PROMPT: Check each line of the listing for the word "Summarize" and report the ones that have it.

DATA:
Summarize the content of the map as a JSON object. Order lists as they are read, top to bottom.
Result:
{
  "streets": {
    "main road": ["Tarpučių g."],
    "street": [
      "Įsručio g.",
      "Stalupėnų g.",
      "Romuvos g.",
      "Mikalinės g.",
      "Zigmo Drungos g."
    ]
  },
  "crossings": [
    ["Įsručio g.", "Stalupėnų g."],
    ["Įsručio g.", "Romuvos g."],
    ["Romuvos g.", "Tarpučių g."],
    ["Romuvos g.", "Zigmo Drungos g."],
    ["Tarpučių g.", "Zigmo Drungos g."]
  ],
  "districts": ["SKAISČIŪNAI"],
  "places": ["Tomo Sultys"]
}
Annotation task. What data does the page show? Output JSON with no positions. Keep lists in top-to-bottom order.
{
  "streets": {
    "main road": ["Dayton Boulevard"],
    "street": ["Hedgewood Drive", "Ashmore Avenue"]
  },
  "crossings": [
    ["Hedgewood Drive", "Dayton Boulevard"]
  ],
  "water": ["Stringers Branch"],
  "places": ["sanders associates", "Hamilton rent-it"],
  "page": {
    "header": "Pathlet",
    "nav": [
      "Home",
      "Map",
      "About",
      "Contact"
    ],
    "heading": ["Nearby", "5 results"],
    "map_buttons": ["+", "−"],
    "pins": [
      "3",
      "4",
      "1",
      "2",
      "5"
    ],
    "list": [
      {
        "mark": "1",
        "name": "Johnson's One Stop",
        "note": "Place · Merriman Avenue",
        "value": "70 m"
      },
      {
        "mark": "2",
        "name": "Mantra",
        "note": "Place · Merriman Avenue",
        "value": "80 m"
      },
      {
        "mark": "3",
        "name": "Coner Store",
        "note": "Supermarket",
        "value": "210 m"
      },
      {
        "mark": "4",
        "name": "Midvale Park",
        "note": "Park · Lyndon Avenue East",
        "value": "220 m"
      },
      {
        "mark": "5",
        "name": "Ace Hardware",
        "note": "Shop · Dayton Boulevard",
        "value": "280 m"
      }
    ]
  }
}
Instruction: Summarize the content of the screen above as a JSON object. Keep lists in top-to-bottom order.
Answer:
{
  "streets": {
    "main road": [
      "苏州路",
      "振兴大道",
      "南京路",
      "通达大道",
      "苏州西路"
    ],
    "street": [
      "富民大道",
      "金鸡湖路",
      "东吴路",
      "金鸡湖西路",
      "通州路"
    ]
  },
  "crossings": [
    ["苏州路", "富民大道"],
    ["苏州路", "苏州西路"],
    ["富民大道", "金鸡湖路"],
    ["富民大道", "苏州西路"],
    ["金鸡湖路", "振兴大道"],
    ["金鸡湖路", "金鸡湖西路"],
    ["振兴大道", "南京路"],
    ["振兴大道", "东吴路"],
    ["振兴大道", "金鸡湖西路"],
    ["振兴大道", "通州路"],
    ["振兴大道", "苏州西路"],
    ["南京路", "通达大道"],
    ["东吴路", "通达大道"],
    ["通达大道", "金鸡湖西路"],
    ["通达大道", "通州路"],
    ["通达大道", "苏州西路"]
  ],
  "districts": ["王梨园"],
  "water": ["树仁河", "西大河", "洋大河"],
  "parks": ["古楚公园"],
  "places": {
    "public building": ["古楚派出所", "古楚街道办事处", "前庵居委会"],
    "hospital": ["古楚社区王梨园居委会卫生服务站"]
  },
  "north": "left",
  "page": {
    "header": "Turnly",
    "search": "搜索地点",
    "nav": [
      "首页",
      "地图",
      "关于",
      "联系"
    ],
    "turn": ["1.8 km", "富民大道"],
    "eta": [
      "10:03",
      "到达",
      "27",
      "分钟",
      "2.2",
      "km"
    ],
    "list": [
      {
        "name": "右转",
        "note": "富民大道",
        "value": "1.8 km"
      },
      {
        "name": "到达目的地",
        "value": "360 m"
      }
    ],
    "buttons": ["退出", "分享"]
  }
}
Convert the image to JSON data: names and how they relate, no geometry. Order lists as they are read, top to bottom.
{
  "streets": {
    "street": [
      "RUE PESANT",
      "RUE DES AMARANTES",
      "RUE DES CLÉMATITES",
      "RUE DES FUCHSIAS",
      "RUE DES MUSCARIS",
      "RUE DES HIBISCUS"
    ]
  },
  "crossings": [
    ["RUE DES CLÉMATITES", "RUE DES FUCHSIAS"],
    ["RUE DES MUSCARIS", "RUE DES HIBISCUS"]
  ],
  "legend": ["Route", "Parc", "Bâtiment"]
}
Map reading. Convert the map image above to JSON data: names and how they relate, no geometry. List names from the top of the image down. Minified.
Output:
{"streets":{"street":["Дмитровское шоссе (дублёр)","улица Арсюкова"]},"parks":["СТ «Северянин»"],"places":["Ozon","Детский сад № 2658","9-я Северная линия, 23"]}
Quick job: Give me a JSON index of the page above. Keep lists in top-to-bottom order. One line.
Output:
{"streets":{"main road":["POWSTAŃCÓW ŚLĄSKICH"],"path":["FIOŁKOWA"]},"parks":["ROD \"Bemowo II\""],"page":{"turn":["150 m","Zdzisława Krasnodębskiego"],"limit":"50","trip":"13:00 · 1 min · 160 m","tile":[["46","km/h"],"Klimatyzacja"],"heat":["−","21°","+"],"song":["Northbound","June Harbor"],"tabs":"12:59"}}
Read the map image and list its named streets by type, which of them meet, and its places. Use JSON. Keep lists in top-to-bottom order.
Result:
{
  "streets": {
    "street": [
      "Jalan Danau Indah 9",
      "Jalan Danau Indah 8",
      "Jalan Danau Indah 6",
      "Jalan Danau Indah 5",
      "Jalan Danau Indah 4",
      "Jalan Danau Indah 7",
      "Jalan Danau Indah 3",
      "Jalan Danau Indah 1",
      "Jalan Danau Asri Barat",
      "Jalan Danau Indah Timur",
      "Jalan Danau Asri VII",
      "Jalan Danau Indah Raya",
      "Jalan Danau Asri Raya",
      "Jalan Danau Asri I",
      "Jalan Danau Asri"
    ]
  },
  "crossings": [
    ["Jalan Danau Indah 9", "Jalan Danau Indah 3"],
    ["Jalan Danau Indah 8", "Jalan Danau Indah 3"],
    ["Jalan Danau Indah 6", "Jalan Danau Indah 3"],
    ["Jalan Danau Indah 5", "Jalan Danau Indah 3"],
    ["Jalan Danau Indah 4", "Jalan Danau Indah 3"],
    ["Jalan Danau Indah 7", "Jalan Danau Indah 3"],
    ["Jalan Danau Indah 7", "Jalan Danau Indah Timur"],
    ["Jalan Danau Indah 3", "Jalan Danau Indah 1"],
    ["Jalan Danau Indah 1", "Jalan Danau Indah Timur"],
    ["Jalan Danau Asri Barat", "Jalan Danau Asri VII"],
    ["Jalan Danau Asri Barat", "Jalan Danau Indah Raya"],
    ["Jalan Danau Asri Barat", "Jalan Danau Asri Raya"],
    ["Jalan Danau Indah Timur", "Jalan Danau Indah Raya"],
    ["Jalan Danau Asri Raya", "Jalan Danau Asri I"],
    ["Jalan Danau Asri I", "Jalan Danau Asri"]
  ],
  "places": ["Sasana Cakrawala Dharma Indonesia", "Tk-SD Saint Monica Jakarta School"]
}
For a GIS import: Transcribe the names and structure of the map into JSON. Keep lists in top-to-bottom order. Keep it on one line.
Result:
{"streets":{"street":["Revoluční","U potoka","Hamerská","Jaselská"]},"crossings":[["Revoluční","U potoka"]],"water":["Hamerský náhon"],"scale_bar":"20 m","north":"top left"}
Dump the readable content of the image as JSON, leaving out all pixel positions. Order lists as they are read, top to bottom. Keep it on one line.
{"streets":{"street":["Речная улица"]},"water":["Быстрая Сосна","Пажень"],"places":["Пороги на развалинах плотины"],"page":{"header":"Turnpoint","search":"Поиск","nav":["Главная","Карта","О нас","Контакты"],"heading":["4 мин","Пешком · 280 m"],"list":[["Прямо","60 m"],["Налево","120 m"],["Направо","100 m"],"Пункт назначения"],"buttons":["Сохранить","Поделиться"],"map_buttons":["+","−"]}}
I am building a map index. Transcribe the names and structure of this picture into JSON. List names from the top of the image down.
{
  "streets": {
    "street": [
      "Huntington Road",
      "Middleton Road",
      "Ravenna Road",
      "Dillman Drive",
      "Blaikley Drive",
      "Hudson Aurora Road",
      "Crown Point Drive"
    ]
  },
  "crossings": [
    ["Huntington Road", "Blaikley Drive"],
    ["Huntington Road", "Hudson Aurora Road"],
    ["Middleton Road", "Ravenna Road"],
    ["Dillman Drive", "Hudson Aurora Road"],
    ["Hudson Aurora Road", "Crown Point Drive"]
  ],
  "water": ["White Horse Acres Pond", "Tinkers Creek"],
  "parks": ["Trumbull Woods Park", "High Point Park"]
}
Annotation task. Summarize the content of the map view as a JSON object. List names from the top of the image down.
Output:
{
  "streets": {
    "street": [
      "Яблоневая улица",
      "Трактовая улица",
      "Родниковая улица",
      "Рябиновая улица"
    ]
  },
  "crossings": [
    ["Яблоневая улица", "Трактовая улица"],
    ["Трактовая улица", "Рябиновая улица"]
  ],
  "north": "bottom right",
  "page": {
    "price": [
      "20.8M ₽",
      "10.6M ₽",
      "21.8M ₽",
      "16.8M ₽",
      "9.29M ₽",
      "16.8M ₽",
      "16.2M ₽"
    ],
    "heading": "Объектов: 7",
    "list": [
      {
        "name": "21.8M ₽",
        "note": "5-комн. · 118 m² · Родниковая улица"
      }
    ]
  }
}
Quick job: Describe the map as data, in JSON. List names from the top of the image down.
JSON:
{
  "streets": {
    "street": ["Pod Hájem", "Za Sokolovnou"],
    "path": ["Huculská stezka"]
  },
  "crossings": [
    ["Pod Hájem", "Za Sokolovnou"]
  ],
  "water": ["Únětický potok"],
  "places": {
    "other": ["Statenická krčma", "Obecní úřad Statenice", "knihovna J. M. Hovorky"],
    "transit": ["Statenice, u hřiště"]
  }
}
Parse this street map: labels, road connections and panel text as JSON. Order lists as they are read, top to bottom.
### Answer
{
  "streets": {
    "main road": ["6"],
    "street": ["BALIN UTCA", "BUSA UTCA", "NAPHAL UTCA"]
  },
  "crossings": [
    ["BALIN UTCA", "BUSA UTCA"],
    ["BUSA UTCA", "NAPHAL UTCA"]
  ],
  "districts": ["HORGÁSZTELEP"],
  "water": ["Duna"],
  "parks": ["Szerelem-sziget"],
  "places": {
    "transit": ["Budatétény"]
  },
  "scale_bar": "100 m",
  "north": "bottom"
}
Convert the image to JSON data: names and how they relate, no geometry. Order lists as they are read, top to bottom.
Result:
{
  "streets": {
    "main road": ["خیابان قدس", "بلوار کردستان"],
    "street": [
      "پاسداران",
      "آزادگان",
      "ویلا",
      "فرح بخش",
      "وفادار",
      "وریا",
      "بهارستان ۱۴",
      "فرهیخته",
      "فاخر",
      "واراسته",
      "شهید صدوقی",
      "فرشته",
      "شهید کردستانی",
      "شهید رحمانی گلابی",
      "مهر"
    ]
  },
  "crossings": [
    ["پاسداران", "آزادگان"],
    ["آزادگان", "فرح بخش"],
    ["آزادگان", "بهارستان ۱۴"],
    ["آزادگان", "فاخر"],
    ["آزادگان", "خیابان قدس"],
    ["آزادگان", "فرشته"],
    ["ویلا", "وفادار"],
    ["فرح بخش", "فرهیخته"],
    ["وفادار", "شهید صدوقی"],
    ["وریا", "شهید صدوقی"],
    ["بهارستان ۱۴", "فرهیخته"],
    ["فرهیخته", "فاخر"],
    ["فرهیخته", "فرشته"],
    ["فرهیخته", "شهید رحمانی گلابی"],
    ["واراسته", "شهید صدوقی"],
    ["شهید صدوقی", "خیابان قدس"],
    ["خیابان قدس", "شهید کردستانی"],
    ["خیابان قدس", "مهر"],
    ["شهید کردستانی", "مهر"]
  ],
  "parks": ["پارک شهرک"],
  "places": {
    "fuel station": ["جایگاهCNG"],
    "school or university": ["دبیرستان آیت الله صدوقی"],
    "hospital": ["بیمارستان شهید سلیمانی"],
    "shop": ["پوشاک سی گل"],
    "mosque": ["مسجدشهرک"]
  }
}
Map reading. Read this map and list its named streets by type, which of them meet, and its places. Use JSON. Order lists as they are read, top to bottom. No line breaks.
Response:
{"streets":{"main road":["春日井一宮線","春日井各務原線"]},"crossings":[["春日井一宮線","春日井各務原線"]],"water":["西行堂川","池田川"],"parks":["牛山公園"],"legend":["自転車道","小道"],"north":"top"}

RESULT OF THE EXERCISE:
Summarize the content of the map as a JSON object. Order lists as they are read, top to bottom.
Instruction: Summarize the content of the screen above as a JSON object. Keep lists in top-to-bottom order.
Annotation task. Summarize the content of the map view as a JSON object. List names from the top of the image down.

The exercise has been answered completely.